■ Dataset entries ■

**********

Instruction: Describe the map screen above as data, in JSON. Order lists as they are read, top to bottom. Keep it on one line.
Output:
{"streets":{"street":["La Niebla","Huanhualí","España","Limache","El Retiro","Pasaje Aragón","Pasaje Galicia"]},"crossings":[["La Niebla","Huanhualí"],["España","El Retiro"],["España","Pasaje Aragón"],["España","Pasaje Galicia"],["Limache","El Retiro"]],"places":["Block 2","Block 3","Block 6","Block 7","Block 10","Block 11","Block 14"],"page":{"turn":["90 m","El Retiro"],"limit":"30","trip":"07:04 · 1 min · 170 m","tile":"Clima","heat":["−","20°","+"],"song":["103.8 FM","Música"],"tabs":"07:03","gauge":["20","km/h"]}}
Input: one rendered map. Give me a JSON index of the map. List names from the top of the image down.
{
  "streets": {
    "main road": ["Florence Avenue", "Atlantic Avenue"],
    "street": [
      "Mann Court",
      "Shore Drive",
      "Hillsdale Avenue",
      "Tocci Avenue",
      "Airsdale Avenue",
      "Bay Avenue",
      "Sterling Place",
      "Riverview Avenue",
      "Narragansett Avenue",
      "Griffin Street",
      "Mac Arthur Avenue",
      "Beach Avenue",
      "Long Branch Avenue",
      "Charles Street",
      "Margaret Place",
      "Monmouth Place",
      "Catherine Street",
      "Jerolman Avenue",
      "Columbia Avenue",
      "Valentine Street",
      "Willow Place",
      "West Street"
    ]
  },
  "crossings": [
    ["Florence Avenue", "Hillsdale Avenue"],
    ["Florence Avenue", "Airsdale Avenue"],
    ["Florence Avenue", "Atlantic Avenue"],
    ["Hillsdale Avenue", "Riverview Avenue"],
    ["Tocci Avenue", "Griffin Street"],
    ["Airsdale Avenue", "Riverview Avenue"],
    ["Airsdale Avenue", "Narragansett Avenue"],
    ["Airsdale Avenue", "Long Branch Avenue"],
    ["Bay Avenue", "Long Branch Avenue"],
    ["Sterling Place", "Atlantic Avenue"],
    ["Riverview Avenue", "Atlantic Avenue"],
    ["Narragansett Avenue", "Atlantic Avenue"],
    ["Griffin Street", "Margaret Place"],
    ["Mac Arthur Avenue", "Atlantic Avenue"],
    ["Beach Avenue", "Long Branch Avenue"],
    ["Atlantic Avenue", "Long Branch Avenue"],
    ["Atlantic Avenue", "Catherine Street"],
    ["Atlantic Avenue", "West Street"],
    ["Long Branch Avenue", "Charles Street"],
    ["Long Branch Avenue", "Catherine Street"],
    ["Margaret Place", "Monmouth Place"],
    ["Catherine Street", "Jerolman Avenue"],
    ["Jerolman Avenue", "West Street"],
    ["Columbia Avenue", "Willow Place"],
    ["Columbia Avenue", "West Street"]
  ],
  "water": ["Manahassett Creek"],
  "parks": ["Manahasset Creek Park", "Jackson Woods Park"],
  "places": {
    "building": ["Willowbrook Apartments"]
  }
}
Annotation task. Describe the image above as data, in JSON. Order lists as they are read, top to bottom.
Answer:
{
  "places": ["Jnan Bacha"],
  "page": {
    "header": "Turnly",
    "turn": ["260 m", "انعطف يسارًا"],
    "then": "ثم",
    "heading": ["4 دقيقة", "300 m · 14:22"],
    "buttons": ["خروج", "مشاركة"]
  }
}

**********

Return each full line of the entries that contains the word "Beach".

      "Beach Avenue",
    ["Beach Avenue", "Long Branch Avenue"],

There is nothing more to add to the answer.